Local oscillator below the station frequency--why?

Local oscillator below the station frequency--why?

Post by da.. » Fri, 20 Feb 2009 09:26:05

I recently refurbished a Hallicrafters 5R105 and, while performing a
re-alignment, discovered that on the Band 4 (14 to 31 MHz) the local
oscillator (LO) is below the station frequency, whereas on the three
lower bands, the LO is above.

So my question is this:  Why engineer a tuning system for the high end
of the shortwave spectrum to place the LO below the station
frequency?

-Dave Drumheller, K3WQ

 
 
 

Local oscillator below the station frequency--why?

Post by COLIN LAM » Fri, 20 Feb 2009 10:57:56


"Why engineer a tuning system for the high end
of the shortwave spectrum to place the LO below the station
frequency?"

One good reason is stability.  The high frequency oscillators in these
receivers are less than perfect.  So, by using the lower frequency for the
oscillator injection, rather than the upper frequency, you will achieve a
slight, but noticeable improvement in stability.

For example, if you have a 15 MHz receive frequency and a 500 kHz i.f., you
could use either 14.5 MHz as the oscillator frequency or 15.5 MHz.  Using
14.5 MHz would yield a 7% inprovement in stability.  In addition, the coils
in the oscillator, the tube and the tube socket, like the lower frequency.
One other really minor advantage is that some tubes, particularly the 6C4,
drops off on the high frequency end as emission decreases - so the
oscillator tube might just work a bit longer.

73,  Colin  K7FM

 
 
 

Local oscillator below the station frequency--why?

Post by Tio Pedr » Fri, 20 Feb 2009 11:03:41


Quote:>I recently refurbished a Hallicrafters 5R105 and, while performing a
> re-alignment, discovered that on the Band 4 (14 to 31 MHz) the local
> oscillator (LO) is below the station frequency, whereas on the three
> lower bands, the LO is above.

> So my question is this:  Why engineer a tuning system for the high end
> of the shortwave spectrum to place the LO below the station
> frequency?

> -Dave Drumheller, K3WQ

It would be unusual.  A quick check is to see if the LO is above
or below the signal at the LOW end of the tuning range.

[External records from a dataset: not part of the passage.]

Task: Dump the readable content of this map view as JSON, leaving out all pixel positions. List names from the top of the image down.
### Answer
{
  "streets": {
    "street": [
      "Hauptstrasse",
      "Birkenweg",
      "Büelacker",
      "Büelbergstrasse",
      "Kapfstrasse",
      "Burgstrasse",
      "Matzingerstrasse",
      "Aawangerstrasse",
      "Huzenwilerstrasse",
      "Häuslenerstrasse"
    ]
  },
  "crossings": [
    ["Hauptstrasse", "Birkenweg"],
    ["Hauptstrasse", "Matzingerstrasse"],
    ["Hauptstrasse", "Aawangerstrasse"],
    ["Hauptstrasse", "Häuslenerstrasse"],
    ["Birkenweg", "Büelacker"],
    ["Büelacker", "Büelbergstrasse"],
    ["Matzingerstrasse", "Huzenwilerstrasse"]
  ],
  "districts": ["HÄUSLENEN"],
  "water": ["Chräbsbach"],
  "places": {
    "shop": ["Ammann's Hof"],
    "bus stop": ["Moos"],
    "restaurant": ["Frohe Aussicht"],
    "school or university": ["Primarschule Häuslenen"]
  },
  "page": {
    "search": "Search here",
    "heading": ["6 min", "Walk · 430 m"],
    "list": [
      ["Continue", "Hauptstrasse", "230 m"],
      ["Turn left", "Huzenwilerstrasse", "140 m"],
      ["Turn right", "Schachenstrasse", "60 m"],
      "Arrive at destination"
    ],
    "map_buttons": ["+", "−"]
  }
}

I've
quite a few shortwave sets that were  properly aligned for
high side injection at the low end, and improperly set for
low side injection at the upper end of the band.
Needless to say the midrange sensitivity was practically nil.

It's pretty easy to set the
high end of dial for the wrong side LO injection because
of the wide authority range of the LO trimmer.

I can't think of any advantage--usually high side inj.
is beneficial on the lower ranges to keep LO harmonics
from falling the tuning range or the RX.

Pete

 
 
 

Local oscillator below the station frequency--why?

Post by Bill » Fri, 20 Feb 2009 12:16:57




>> I recently refurbished a Hallicrafters 5R105 and, while performing a
>> re-alignment, discovered that on the Band 4 (14 to 31 MHz) the local
>> oscillator (LO) is below the station frequency, whereas on the three
>> lower bands, the LO is above.

>> So my question is this:  Why engineer a tuning system for the high end
>> of the shortwave spectrum to place the LO below the station
>> frequency?

>> -Dave Drumheller, K3WQ

> It would be unusual.  A quick check is to see if the LO is above
> or below the signal at the LOW end of the tuning range. I've
> quite a few shortwave sets that were  properly aligned for
> high side injection at the low end, and improperly set for
> low side injection at the upper end of the band.
> Needless to say the midrange sensitivity was practically nil.

> It's pretty easy to set the
> high end of dial for the wrong side LO injection because
> of the wide authority range of the LO trimmer.

> I can't think of any advantage--usually high side inj.
> is beneficial on the lower ranges to keep LO harmonics
> from falling the tuning range or the RX.

> Pete

Its a real gripe of mine!  The image rejection is so poor on the top
band of many consumer grade radios that its really a moot point and the
only way to guess which side the injection goes is by evaluating which
side suffers the worse dial tracking...and often thats so close a call
its difficult to say which was intended.

-Bill

 
 
 

Local oscillator below the station frequency--why?

Post by COLIN LAM » Fri, 20 Feb 2009 13:24:18

"The image rejection is so poor on the top band of many consumer grade
radios that its really a moot point and the
only way to guess which side the injection goes is by evaluating which side
suffers the worse dial tracking..."

Right.  I recently went through just this problem.  Radio had been twiddled
with.  The service information said nothing about whether low or high side
injection was used.  I used the trial and error method to figure it out.  I
looked through two different service instructions and both were silent.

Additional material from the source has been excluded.